How to complete this task –
What follows is a set of records; restate each one word for word and drop the pictures.

══════════

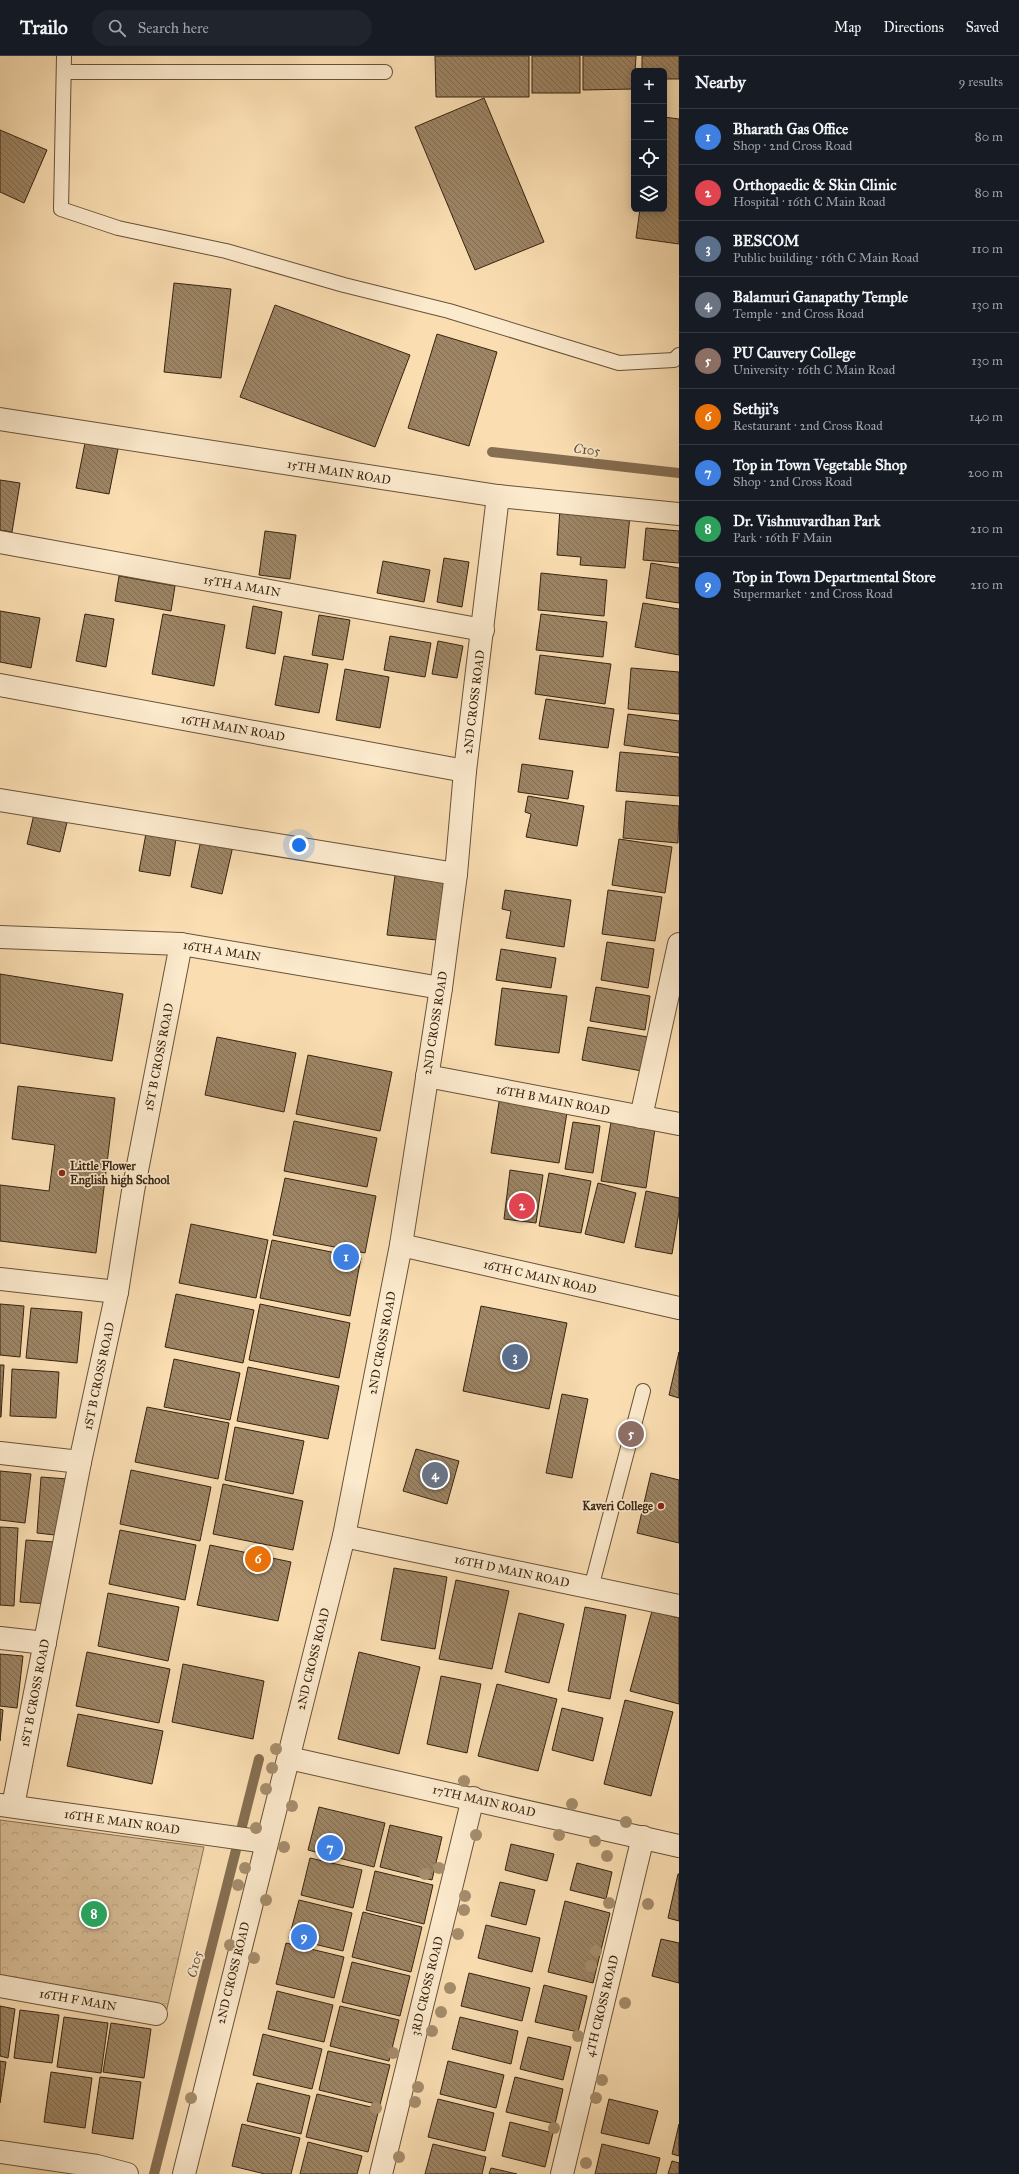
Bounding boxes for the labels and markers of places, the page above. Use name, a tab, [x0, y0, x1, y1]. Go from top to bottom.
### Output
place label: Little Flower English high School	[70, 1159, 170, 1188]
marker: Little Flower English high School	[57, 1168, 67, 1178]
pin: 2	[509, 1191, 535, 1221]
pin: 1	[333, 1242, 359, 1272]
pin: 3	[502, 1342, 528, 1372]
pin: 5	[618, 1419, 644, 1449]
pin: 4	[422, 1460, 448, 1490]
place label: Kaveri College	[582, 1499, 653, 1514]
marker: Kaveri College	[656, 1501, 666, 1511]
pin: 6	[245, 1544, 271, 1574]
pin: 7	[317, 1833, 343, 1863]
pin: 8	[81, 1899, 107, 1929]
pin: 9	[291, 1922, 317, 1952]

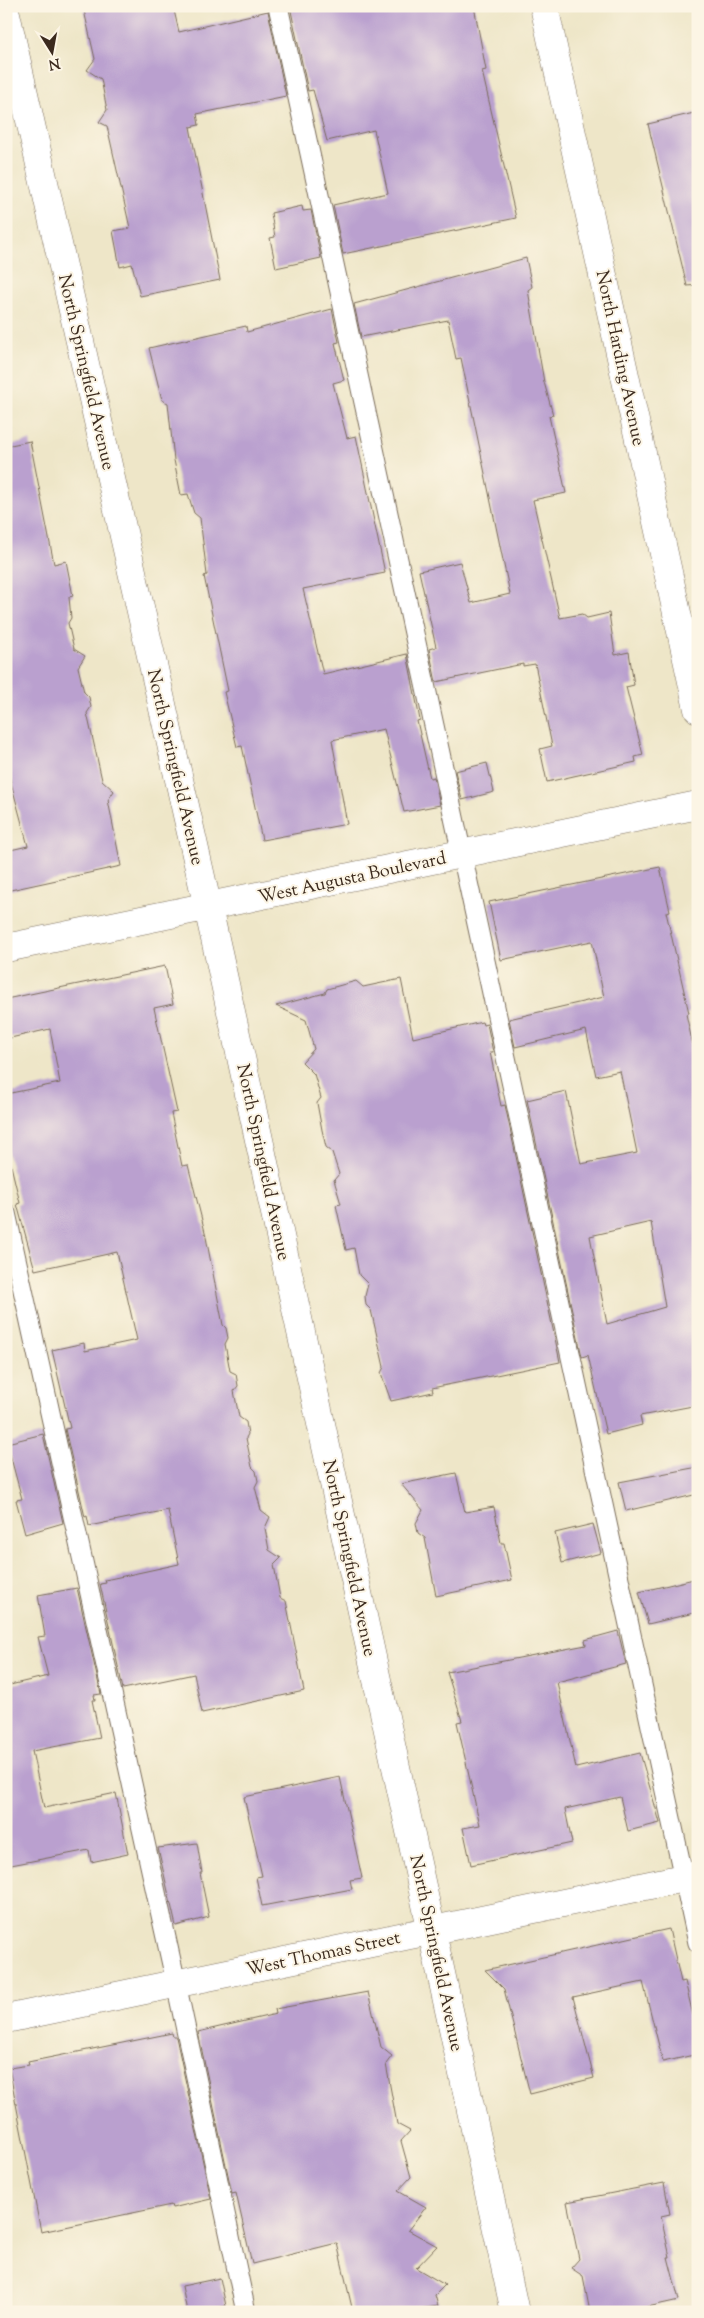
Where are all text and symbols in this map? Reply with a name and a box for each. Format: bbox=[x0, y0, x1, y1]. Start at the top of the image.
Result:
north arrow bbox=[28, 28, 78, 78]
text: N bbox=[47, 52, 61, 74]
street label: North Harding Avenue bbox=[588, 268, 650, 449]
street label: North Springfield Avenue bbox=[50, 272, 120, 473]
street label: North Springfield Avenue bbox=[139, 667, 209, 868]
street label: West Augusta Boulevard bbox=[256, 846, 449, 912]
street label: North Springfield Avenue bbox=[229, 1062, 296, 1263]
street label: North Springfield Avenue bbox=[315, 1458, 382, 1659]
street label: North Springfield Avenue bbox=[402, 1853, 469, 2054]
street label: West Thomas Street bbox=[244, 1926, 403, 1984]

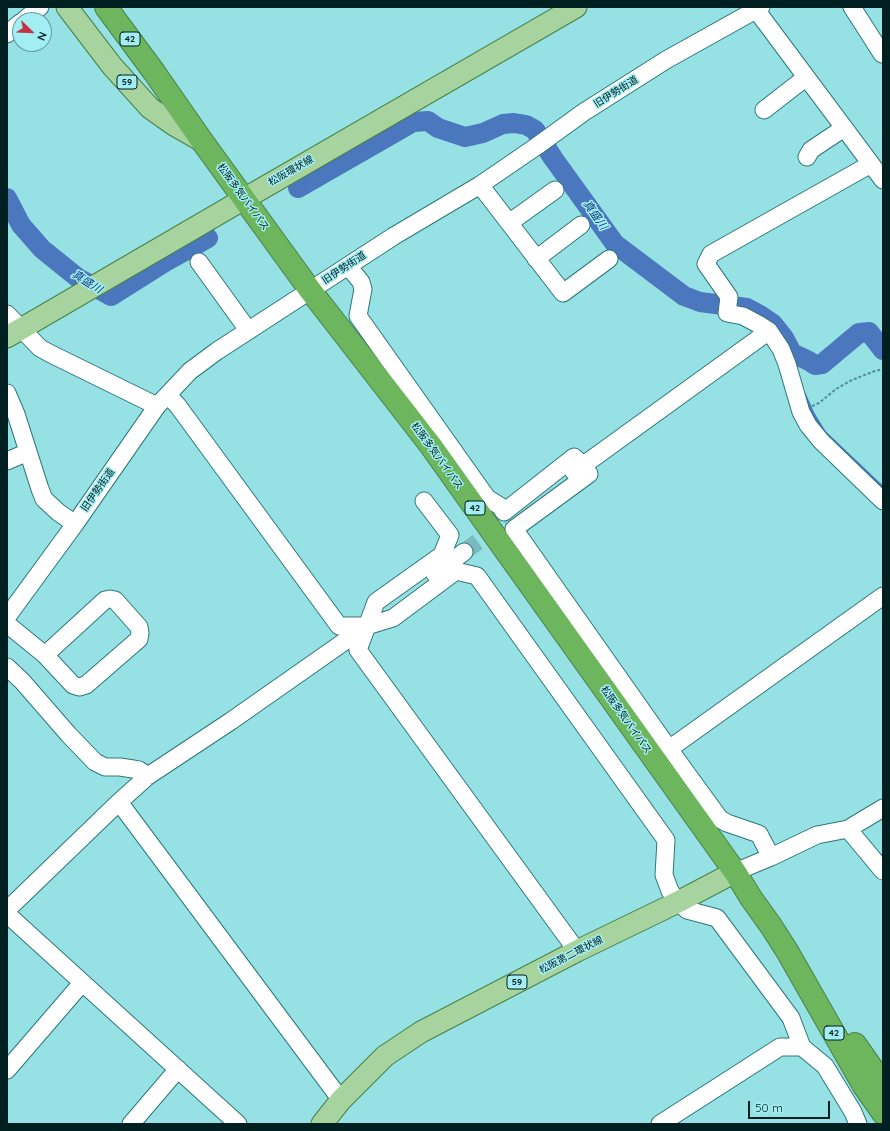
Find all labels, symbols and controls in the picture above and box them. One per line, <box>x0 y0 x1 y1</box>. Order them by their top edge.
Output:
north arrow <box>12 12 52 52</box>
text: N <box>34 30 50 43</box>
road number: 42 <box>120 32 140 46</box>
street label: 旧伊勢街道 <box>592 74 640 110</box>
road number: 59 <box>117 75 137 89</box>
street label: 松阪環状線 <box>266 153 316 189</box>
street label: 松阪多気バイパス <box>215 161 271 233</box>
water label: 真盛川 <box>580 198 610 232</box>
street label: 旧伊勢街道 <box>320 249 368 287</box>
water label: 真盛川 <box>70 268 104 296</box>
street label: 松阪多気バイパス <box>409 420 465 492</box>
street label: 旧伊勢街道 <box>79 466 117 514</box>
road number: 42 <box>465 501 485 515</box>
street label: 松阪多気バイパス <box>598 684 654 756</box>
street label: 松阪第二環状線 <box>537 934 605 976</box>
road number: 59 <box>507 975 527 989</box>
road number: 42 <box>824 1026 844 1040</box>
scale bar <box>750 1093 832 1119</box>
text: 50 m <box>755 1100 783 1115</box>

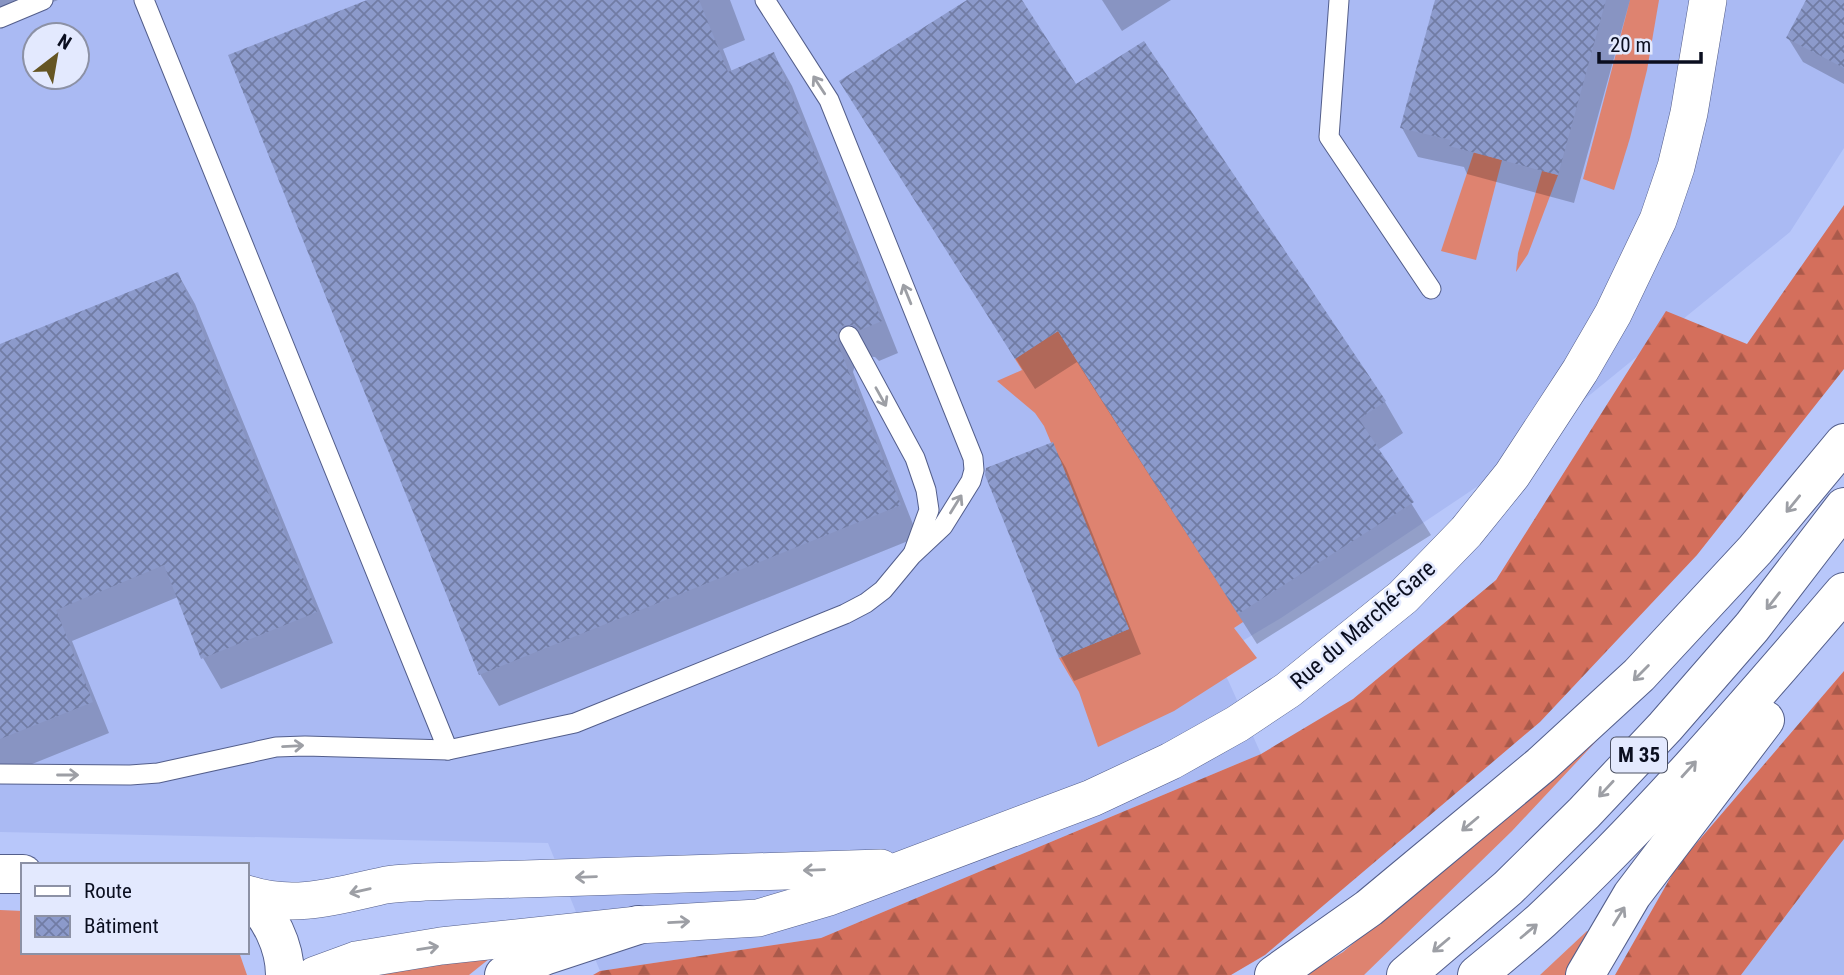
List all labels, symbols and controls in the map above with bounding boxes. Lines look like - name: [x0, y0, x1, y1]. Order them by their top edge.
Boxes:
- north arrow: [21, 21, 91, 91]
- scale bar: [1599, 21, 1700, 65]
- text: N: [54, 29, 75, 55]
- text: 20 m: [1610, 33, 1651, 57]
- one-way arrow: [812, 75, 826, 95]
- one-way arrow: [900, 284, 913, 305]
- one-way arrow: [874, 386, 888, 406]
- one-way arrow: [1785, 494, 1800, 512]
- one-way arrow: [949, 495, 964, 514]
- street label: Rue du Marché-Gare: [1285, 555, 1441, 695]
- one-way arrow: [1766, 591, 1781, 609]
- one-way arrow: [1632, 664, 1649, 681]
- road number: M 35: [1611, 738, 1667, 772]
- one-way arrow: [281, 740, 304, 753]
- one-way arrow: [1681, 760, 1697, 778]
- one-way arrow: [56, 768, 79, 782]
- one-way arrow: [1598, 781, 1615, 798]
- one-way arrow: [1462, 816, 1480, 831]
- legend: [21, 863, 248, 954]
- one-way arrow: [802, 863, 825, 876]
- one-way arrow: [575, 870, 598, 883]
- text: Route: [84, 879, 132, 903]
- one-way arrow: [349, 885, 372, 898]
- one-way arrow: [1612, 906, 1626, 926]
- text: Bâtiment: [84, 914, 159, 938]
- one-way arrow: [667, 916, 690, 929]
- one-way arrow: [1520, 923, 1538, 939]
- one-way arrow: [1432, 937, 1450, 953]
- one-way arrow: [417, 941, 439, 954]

══════════

Answer –
Bounding boxes for the labels and markers of places, the page above. Use name, a tab, [x0, y0, x1, y1]. Go from top to bottom.
### Output
place label: Little Flower English high School	[70, 1159, 170, 1188]
marker: Little Flower English high School	[57, 1168, 67, 1178]
pin: 2	[509, 1191, 535, 1221]
pin: 1	[333, 1242, 359, 1272]
pin: 3	[502, 1342, 528, 1372]
pin: 5	[618, 1419, 644, 1449]
pin: 4	[422, 1460, 448, 1490]
place label: Kaveri College	[582, 1499, 653, 1514]
marker: Kaveri College	[656, 1501, 666, 1511]
pin: 6	[245, 1544, 271, 1574]
pin: 7	[317, 1833, 343, 1863]
pin: 8	[81, 1899, 107, 1929]
pin: 9	[291, 1922, 317, 1952]

Where are all text and symbols in this map? Reply with a name and a box for each. Format: bbox=[x0, y0, x1, y1]. Start at the top of the image.
Result:
north arrow bbox=[28, 28, 78, 78]
text: N bbox=[47, 52, 61, 74]
street label: North Harding Avenue bbox=[588, 268, 650, 449]
street label: North Springfield Avenue bbox=[50, 272, 120, 473]
street label: North Springfield Avenue bbox=[139, 667, 209, 868]
street label: West Augusta Boulevard bbox=[256, 846, 449, 912]
street label: North Springfield Avenue bbox=[229, 1062, 296, 1263]
street label: North Springfield Avenue bbox=[315, 1458, 382, 1659]
street label: North Springfield Avenue bbox=[402, 1853, 469, 2054]
street label: West Thomas Street bbox=[244, 1926, 403, 1984]

Find all labels, symbols and controls in the picture above and box them. One per line, <box>x0 y0 x1 y1</box>. Order them by their top edge.
Output:
north arrow <box>12 12 52 52</box>
text: N <box>34 30 50 43</box>
road number: 42 <box>120 32 140 46</box>
street label: 旧伊勢街道 <box>592 74 640 110</box>
road number: 59 <box>117 75 137 89</box>
street label: 松阪環状線 <box>266 153 316 189</box>
street label: 松阪多気バイパス <box>215 161 271 233</box>
water label: 真盛川 <box>580 198 610 232</box>
street label: 旧伊勢街道 <box>320 249 368 287</box>
water label: 真盛川 <box>70 268 104 296</box>
street label: 松阪多気バイパス <box>409 420 465 492</box>
street label: 旧伊勢街道 <box>79 466 117 514</box>
road number: 42 <box>465 501 485 515</box>
street label: 松阪多気バイパス <box>598 684 654 756</box>
street label: 松阪第二環状線 <box>537 934 605 976</box>
road number: 59 <box>507 975 527 989</box>
road number: 42 <box>824 1026 844 1040</box>
scale bar <box>750 1093 832 1119</box>
text: 50 m <box>755 1100 783 1115</box>

List all labels, symbols and controls in the map above with bounding boxes. Lines look like - name: [x0, y0, x1, y1]. Order them by their top edge.
Boxes:
- north arrow: [21, 21, 91, 91]
- scale bar: [1599, 21, 1700, 65]
- text: N: [54, 29, 75, 55]
- text: 20 m: [1610, 33, 1651, 57]
- one-way arrow: [812, 75, 826, 95]
- one-way arrow: [900, 284, 913, 305]
- one-way arrow: [874, 386, 888, 406]
- one-way arrow: [1785, 494, 1800, 512]
- one-way arrow: [949, 495, 964, 514]
- street label: Rue du Marché-Gare: [1285, 555, 1441, 695]
- one-way arrow: [1766, 591, 1781, 609]
- one-way arrow: [1632, 664, 1649, 681]
- road number: M 35: [1611, 738, 1667, 772]
- one-way arrow: [281, 740, 304, 753]
- one-way arrow: [1681, 760, 1697, 778]
- one-way arrow: [56, 768, 79, 782]
- one-way arrow: [1598, 781, 1615, 798]
- one-way arrow: [1462, 816, 1480, 831]
- legend: [21, 863, 248, 954]
- one-way arrow: [802, 863, 825, 876]
- one-way arrow: [575, 870, 598, 883]
- text: Route: [84, 879, 132, 903]
- one-way arrow: [349, 885, 372, 898]
- one-way arrow: [1612, 906, 1626, 926]
- text: Bâtiment: [84, 914, 159, 938]
- one-way arrow: [667, 916, 690, 929]
- one-way arrow: [1520, 923, 1538, 939]
- one-way arrow: [1432, 937, 1450, 953]
- one-way arrow: [417, 941, 439, 954]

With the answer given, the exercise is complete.